Single crystals of Zn_xCd_1-xS and Zn_xMn_1-x S were grown from the vapour phase at 1100°C in the range x=0.9 to 1. X-ray characterization shows that polytypes and disordered structures occur in Zn_xCd_1-xS for x ≥ 0·94, whereas Zn_xMn_1-xS displays disordered and polytype structures in the entire rangex=0·9 to 1. It is observed that Zn_x Cd_1-xS and Zn_xMn_1-x S undergo a 2H-6H solid state transformation on annealing in vacuum around 600°C. Experimental analysis of the intensity distribution along the 10·L reciprocal lattice row as recorded on a single crystal diffractometer from partially transformed crystals shows that the mechanism of the transformation cannot be explained in terms of the one-parameter models of non-random faulting reported earlier.
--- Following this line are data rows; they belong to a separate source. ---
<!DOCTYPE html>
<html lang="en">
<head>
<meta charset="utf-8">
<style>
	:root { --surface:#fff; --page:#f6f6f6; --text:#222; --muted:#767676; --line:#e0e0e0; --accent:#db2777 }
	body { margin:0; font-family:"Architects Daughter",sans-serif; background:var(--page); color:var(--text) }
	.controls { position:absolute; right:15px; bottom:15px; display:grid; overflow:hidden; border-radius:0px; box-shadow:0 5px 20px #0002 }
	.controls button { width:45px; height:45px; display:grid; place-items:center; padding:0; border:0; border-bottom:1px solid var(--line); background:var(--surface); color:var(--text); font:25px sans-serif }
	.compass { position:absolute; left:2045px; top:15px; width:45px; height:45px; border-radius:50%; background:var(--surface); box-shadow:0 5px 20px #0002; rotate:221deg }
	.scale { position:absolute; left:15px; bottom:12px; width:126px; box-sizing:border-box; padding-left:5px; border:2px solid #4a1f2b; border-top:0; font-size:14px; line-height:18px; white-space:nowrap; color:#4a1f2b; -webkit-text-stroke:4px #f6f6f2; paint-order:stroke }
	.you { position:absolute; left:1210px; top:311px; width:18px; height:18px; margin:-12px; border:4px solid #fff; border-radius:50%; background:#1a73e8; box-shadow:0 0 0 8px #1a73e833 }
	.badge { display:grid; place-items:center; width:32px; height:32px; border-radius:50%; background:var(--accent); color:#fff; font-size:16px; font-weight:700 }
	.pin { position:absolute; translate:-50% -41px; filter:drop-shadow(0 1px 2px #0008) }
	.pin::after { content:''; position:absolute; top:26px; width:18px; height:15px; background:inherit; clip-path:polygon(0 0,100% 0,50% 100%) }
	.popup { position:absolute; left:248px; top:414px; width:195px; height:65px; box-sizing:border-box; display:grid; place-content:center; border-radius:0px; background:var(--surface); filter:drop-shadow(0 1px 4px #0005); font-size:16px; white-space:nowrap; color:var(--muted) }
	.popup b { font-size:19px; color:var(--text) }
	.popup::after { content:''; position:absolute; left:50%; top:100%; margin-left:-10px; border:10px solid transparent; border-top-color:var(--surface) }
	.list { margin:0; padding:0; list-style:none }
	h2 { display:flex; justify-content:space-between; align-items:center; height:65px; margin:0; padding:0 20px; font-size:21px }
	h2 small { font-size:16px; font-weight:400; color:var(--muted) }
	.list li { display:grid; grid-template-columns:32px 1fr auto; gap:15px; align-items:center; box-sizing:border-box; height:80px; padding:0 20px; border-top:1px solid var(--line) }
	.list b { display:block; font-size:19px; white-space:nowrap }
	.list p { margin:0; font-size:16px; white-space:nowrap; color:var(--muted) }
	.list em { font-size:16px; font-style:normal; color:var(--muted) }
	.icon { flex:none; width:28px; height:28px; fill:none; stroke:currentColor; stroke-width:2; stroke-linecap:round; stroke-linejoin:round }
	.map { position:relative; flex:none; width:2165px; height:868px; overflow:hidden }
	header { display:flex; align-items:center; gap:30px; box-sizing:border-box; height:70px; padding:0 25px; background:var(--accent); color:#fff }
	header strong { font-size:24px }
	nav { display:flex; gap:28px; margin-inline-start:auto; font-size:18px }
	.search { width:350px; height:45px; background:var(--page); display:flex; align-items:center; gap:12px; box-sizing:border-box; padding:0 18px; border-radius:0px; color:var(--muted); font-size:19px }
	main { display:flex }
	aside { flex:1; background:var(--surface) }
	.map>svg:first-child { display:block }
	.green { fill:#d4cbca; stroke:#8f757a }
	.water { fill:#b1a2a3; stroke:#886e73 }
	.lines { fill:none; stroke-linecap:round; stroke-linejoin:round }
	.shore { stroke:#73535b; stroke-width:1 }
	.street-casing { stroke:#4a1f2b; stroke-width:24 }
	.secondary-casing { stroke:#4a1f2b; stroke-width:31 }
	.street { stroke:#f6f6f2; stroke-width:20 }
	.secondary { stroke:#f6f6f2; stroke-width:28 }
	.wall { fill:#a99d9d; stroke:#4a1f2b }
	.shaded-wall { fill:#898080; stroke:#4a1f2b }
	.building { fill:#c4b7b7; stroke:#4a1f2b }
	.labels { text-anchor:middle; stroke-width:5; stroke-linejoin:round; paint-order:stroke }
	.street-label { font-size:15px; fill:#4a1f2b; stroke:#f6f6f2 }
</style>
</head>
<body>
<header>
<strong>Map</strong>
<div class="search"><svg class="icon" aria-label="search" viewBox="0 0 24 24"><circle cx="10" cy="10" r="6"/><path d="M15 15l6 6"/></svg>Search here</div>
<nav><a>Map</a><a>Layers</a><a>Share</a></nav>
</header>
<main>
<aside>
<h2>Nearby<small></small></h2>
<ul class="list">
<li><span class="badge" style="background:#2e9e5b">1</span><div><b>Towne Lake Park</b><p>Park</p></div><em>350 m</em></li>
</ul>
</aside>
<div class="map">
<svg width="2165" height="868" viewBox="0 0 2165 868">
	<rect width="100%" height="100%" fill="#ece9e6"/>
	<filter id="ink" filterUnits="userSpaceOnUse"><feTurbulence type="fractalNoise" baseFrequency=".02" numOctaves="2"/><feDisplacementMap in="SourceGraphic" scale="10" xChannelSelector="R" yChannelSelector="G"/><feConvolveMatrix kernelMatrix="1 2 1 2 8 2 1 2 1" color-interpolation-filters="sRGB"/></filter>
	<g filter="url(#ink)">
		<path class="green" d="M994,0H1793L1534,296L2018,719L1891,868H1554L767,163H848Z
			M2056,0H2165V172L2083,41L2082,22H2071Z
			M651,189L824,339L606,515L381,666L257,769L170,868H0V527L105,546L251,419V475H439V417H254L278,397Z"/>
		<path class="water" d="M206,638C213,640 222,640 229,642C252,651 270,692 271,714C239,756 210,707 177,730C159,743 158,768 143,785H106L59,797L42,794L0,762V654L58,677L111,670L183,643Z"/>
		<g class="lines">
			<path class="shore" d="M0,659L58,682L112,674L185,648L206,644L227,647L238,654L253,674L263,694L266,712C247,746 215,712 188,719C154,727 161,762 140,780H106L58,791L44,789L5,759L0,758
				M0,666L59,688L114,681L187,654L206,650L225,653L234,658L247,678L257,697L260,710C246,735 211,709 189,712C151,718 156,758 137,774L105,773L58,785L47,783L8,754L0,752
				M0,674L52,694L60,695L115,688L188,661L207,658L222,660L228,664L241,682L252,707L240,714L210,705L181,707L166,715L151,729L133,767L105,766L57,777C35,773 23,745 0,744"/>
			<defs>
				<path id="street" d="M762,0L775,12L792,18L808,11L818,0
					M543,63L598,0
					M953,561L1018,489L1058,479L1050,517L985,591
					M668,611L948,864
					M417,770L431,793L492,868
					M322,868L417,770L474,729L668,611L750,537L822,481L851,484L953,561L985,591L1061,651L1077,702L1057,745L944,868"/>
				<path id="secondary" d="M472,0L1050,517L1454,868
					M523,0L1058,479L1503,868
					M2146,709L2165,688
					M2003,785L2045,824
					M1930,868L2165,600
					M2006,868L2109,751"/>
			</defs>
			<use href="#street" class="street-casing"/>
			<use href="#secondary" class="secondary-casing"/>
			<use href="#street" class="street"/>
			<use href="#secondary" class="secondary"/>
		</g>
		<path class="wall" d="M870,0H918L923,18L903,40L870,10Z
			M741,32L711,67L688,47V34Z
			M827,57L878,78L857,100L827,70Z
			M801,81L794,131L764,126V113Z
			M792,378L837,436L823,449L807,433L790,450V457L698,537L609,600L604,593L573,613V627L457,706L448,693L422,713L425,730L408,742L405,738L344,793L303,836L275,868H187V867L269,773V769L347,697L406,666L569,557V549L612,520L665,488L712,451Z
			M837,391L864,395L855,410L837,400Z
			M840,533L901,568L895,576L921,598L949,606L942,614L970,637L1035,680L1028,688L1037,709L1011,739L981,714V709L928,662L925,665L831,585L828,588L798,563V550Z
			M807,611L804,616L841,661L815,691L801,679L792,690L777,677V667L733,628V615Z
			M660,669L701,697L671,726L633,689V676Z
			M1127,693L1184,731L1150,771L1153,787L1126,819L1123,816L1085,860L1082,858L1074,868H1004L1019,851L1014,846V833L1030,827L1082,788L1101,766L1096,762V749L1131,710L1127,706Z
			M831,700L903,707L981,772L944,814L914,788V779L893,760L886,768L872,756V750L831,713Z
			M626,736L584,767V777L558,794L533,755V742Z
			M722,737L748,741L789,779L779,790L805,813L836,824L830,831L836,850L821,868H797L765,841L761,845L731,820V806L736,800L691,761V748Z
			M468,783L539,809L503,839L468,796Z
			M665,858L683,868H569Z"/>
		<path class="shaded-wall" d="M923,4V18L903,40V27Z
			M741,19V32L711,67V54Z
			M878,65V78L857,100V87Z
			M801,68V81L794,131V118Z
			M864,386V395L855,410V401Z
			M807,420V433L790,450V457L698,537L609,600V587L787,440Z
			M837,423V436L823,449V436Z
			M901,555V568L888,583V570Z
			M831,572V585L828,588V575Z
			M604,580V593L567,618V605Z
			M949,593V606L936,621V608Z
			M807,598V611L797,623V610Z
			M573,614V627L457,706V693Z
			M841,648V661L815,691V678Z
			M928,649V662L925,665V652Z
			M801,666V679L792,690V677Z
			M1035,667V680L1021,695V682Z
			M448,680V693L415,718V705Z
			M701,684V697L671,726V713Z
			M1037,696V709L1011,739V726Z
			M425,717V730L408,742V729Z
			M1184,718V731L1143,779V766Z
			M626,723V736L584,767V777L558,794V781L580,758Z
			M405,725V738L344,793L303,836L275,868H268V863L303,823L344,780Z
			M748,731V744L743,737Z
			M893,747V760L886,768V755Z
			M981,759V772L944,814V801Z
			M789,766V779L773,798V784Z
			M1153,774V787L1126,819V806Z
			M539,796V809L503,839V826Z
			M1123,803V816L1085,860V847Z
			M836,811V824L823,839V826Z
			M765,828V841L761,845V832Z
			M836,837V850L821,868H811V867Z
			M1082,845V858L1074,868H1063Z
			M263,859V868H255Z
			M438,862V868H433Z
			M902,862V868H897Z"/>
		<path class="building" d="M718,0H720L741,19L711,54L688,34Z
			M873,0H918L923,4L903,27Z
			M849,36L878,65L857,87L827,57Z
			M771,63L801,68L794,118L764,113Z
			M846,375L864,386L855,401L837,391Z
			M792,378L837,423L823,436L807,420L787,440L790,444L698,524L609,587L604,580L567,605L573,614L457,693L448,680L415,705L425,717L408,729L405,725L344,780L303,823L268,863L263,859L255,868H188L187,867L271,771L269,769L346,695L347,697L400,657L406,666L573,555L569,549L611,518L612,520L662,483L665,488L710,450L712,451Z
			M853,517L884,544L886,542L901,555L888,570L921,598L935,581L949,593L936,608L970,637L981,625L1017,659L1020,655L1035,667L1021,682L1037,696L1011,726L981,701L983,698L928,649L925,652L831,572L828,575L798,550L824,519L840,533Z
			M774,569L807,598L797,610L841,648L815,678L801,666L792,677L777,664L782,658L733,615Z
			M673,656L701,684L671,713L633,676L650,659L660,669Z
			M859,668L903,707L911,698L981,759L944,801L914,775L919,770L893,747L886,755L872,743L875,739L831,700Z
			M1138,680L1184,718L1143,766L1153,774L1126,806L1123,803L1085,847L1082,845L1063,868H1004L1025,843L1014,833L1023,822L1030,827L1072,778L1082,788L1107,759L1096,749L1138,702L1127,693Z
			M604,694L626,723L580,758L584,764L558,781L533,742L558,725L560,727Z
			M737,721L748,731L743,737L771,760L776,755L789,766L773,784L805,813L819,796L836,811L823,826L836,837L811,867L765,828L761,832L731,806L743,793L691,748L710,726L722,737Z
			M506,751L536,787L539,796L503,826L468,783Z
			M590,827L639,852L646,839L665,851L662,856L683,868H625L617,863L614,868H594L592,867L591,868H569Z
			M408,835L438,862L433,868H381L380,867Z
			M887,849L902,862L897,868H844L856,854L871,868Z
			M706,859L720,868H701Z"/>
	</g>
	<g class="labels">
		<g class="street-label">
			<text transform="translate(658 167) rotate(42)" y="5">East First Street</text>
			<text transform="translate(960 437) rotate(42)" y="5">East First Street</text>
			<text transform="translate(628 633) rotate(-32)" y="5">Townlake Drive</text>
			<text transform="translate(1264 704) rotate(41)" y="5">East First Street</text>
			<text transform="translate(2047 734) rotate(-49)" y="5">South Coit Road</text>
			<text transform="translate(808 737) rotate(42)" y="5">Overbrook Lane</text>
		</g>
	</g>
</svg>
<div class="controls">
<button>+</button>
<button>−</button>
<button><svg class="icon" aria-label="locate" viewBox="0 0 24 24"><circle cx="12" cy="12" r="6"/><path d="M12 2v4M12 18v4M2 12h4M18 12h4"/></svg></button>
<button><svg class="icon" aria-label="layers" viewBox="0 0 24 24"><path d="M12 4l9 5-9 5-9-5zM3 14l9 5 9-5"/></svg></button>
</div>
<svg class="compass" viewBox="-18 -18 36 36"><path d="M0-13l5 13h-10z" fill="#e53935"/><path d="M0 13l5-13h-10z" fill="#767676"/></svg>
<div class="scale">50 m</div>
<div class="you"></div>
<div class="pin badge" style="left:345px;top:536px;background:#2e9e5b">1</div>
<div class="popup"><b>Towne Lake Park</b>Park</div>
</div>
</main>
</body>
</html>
A two-parameter theoretical model with α representing the probability of random insertion of a fault in the 2H structure and β representing the probability of the growth of the 6H nucleus, is developed both for a deformation mechanism and a layer displacement mechanism. It is found that the theoretical model of non-random deformation faulting with β » α approximates the actual mechanism of transformation in these crystals.